Commentary on Matthew 22:34-46
This is not the meek and gentle Jesus we thought we knew.
In contradiction to our “felt board” picture of Jesus as an innocuous nice guy, this section of Matthew portrays him as passionate to the point of physical demonstration (21:12), stubbornly enigmatic in insisting on his authority to teach and act in radical ways (21:23-27), and subversive in his use of story as an ideological weapon against his opponents (21:28-22:14).
Then the conflict escalates further with a series of of direct verbal duels between Jesus and various religious authorities in Jerusalem. Jesus passes their three test questions with flying colors (22:15-22, concerning taxes; 22:23-33, concerning resurrection; and 22:33-40, concerning the law), before posing a question of his own that stumps his adversaries, leaving them speechless (22:41-45). This gospel lection includes the last two duels: the question about the law posed by a “lawyer” (professional theologian) on behalf of the Pharisees (verses 34-40), and Jesus’ question concerning the identity of the Messiah (verses 41-46).
A word of caution is warranted here. We are not dealing in these accounts with transparent and straightforward historical reports, but with poetic testimony to the identity of Jesus. Such testimony is grounded in the oral and written stories that constitute the community’s memory of Jesus, but it is also forged in the crucible of an intramural conflict within Judaism at the end of the first century. In the case of both the Jesus of history, and the Jesus remembered in Matthew’s telling, the argument is not between “Christians and Jews,” but between co-religionists. For this reason, Gentile interpreters appropriating these stories in the wake of centuries of anti-Semitism must exercise care.
It’s all too easy to remake Jesus in our own image, picking and choosing from the biblical testimony in order to depict him as a friendly, harmless mainline parson with boundary issues — the same kind of “quivering mass of availability” that too many progressive pastors have become.1 But if we take Matthew’s testimony seriously, we confront the possibility that our Lord discovered that sometimes in this life there are things worth getting worked up about, things worth arguing about, things that call for those who are able to be both loving and formidable in the cause of righteousness.
The preacher would need to discern her context carefully and faithfully to judge the matter rightly, but it may well be that in some of our churches the time has come to explore the possibility that the Jesus we call Lord is not who we thought he was. What if WWJD? is a much more complicated question than we once assumed?
According to Matthew’s testimony, none of the things Jesus is caught doing in this context — from physically trashing the display booths of the moneychangers (21:12), to trash-talking the biblical literacy of colleagues (22:29), to dropping the mic at the end of a scintillating piece of rhetorical and exegetical gamesmanship (verse 46) — none of it violates the law of love.
For it is right in the midst of all this conflict that Jesus patiently explains that the most important thing of all is to love God with your whole self (verse 37), and the other most important thing that grows out of and goes along with that first thing is to love your neighbor in the same way you love yourself (verse 39). The only reasonable conclusion we can draw is that the Jesus depicted in these stories sees no contradiction between his formidable actions and the love he preaches. This may cause us to reconsider what Christian love actually looks like in daily life.

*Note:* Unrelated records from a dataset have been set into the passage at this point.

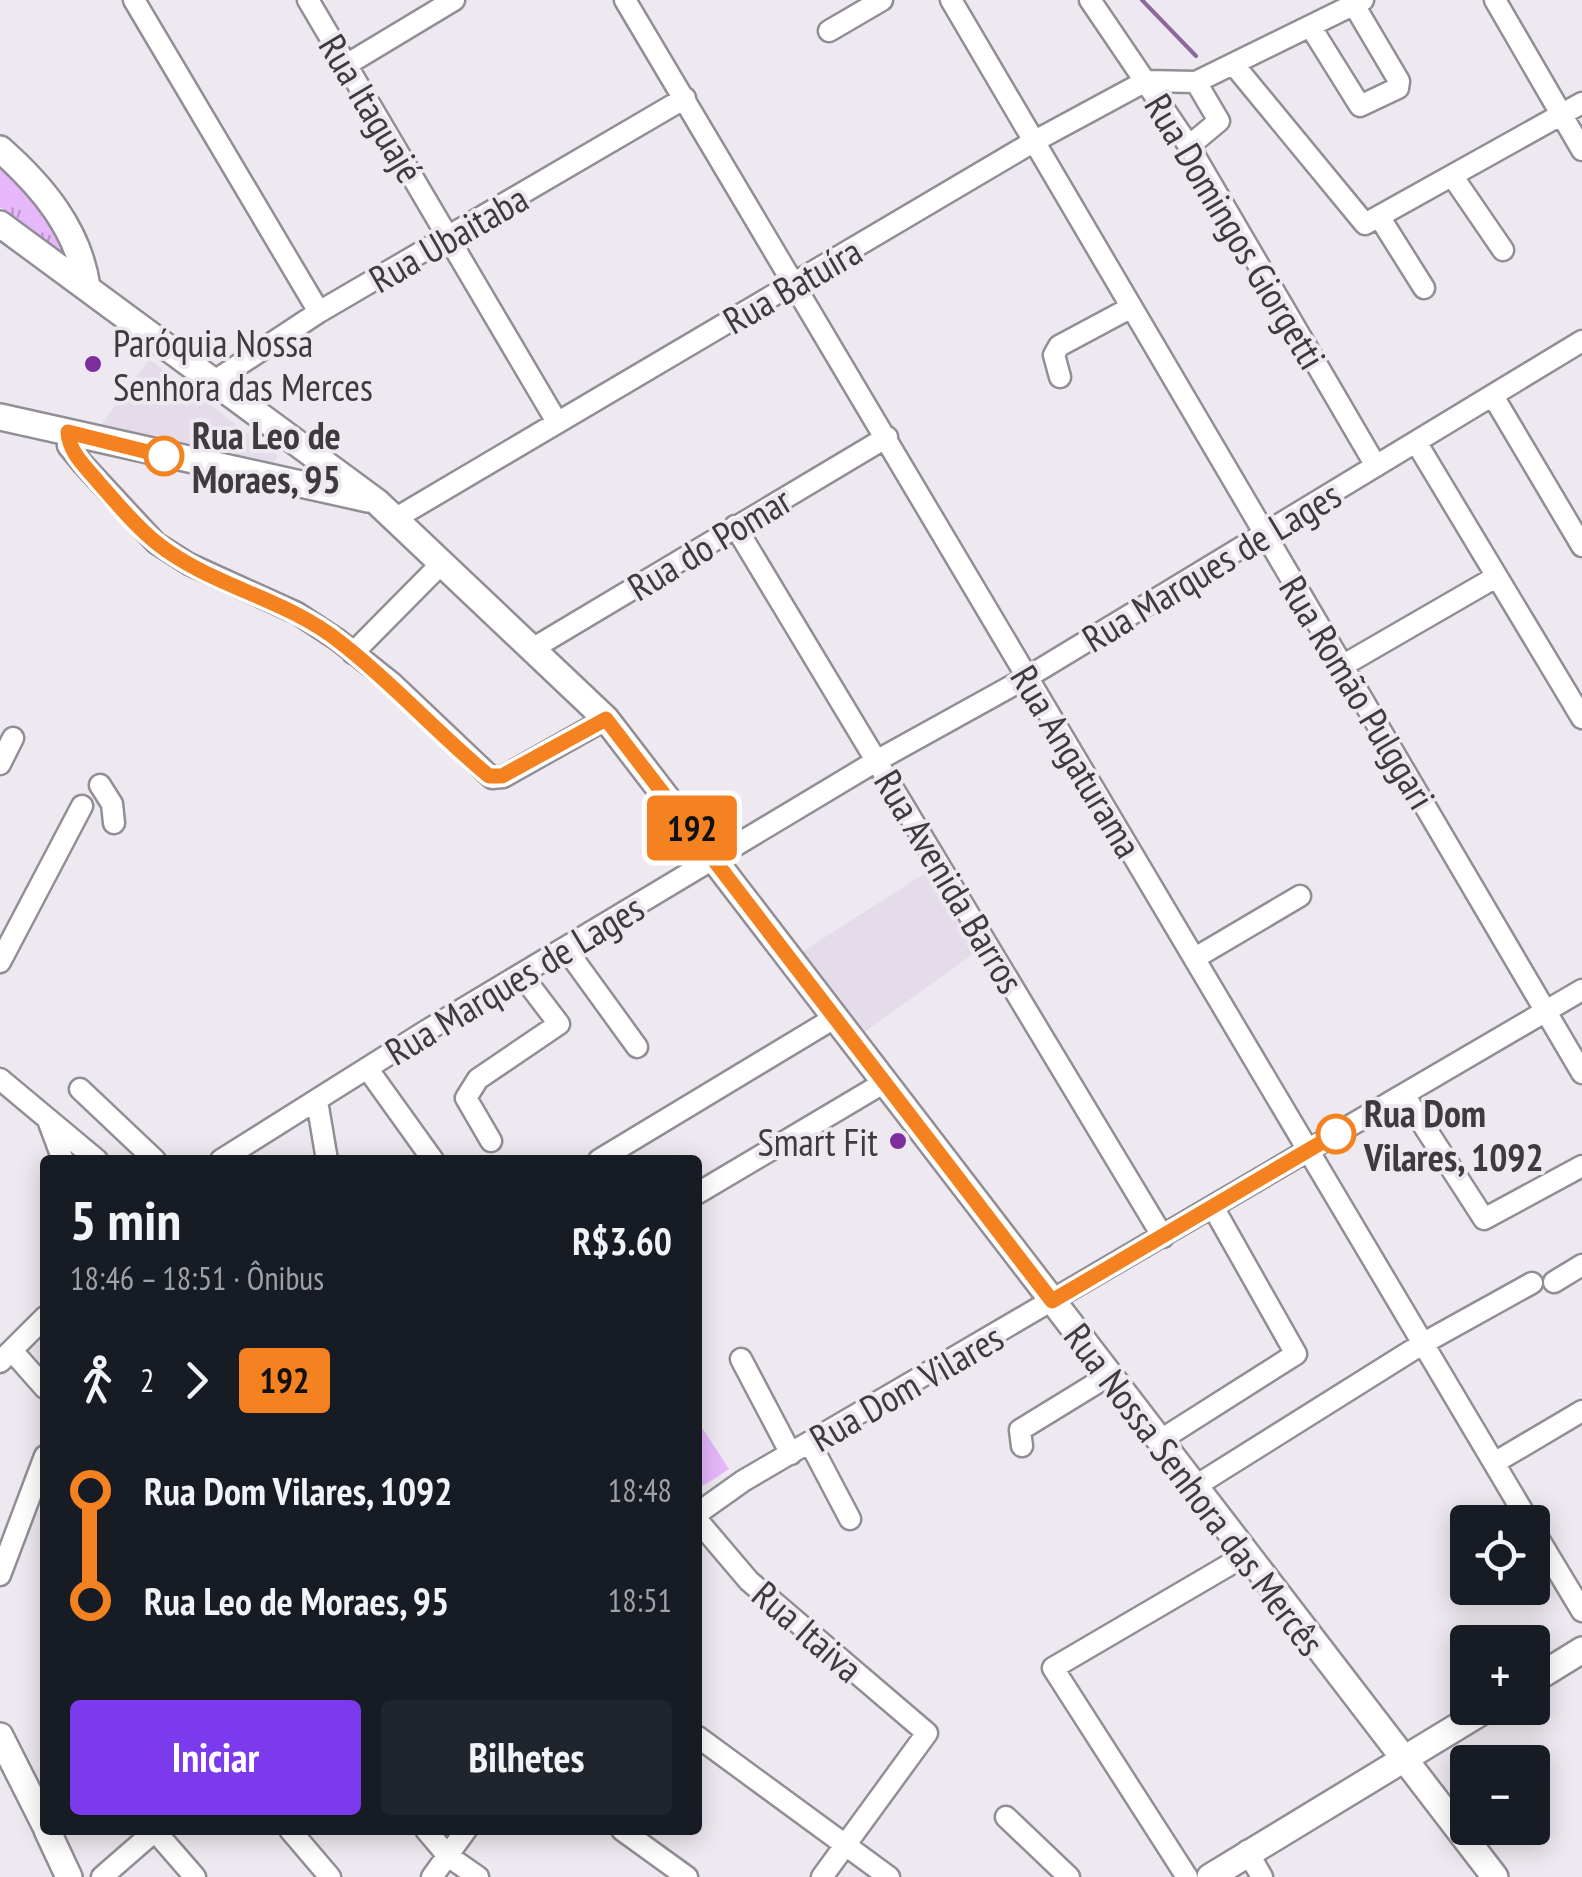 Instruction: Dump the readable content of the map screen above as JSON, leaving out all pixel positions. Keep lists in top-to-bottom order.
{
  "streets": {
    "main road": ["Rua Nossa Senhora das Mercês"],
    "street": [
      "Rua Itaguajé",
      "Rua Domingos Giorgetti",
      "Rua Ubaitaba",
      "Rua Batuíra",
      "Rua do Pomar",
      "Rua Marques de Lages",
      "Rua Romão Pulggari",
      "Rua Angaturama",
      "Rua Avenida Barros",
      "Rua Dom Vilares",
      "Rua Itaiva"
    ]
  },
  "crossings": [
    ["Rua Itaguajé", "Rua Ubaitaba"],
    ["Rua Itaguajé", "Rua Batuíra"],
    ["Rua Domingos Giorgetti", "Rua Batuíra"],
    ["Rua Domingos Giorgetti", "Rua Marques de Lages"],
    ["Rua Ubaitaba", "Rua Angaturama"],
    ["Rua Ubaitaba", "Rua Nossa Senhora das Mercês"],
    ["Rua Batuíra", "Rua Romão Pulggari"],
    ["Rua Batuíra", "Rua Angaturama"],
    ["Rua Batuíra", "Rua Nossa Senhora das Mercês"],
    ["Rua do Pomar", "Rua Angaturama"],
    ["Rua do Pomar", "Rua Avenida Barros"],
    ["Rua do Pomar", "Rua Nossa Senhora das Mercês"],
    ["Rua Marques de Lages", "Rua Romão Pulggari"],
    ["Rua Marques de Lages", "Rua Angaturama"],
    ["Rua Marques de Lages", "Rua Avenida Barros"],
    ["Rua Marques de Lages", "Rua Nossa Senhora das Mercês"],
    ["Rua Romão Pulggari", "Rua Dom Vilares"],
    ["Rua Angaturama", "Rua Dom Vilares"],
    ["Rua Avenida Barros", "Rua Dom Vilares"],
    ["Rua Dom Vilares", "Rua Nossa Senhora das Mercês"]
  ],
  "places": [
    "Paróquia Nossa Senhora das Merces",
    "Rua Leo de Moraes, 95",
    "Rua Dom Vilares, 1092",
    "Smart Fit"
  ],
  "lines": ["bus line 192"],
  "page": {
    "on_map": "192",
    "heading": ["5 min", "18:46 – 18:51 · Ônibus", "R$3.60"],
    "legs": ["2", "192"],
    "list": [
      {
        "name": "Rua Dom Vilares, 1092",
        "value": "18:48"
      },
      {
        "name": "Rua Leo de Moraes, 95",
        "value": "18:51"
      }
    ],
    "map_buttons": ["+", "−"],
    "buttons": ["Iniciar", "Bilhetes"]
  }
}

Too often in the church, “love” is used as an excuse to take the path of least resistance instead of the path of excellence. When telling the truth would be uncomfortable, we practice equivocation and call it “love.” How frequently “love” is code for smiling at biblical illiteracy and winking at theological incompetence!
Our definition of “love” is often suspiciously easy on and for us. But this is not the definition of love that Jesus is working with in Matthew. The Jesus we see in these stories thinks that to love God with the whole self, with “all of your heart, and with all of your soul, and with all of your mind” (verse 37) is demanding and risky. Following the path of love leads him to jump into debates and conflicts with his whole self. Love leads Jesus into all kinds of situations that are not just uncomfortable, but dangerous. Eventually, love gets him killed.
Of course, we are none of us Jesus. For us, charity always demands humility. But there is much to learn by seeing the love of Jesus in action. The same love that inspired Jesus to eat with the outcast, reach out to the untouchable, and embrace the powerless, also drove him to confront the demonic, outmaneuver the manipulative, and correct the clueless. Jesus was no pushover and the story of his ultimate decision to relinquish power for the sake of his Father’s mysterious will is all the more fascinating against the backdrop of these accounts of his prowess in the face of his enemies. Jesus is a lot more complicated than we sometimes pretend, and the love he taught demands that we expand our whole selves for God and neighbor — striving for excellence in all we think, say, and do.
1 The phrase is attributed to the acerbic wit of Stanley Hauerwas. See Willimon, William, “Damn Preacher” in The Christian Century, Feb. 10, 2004, 18.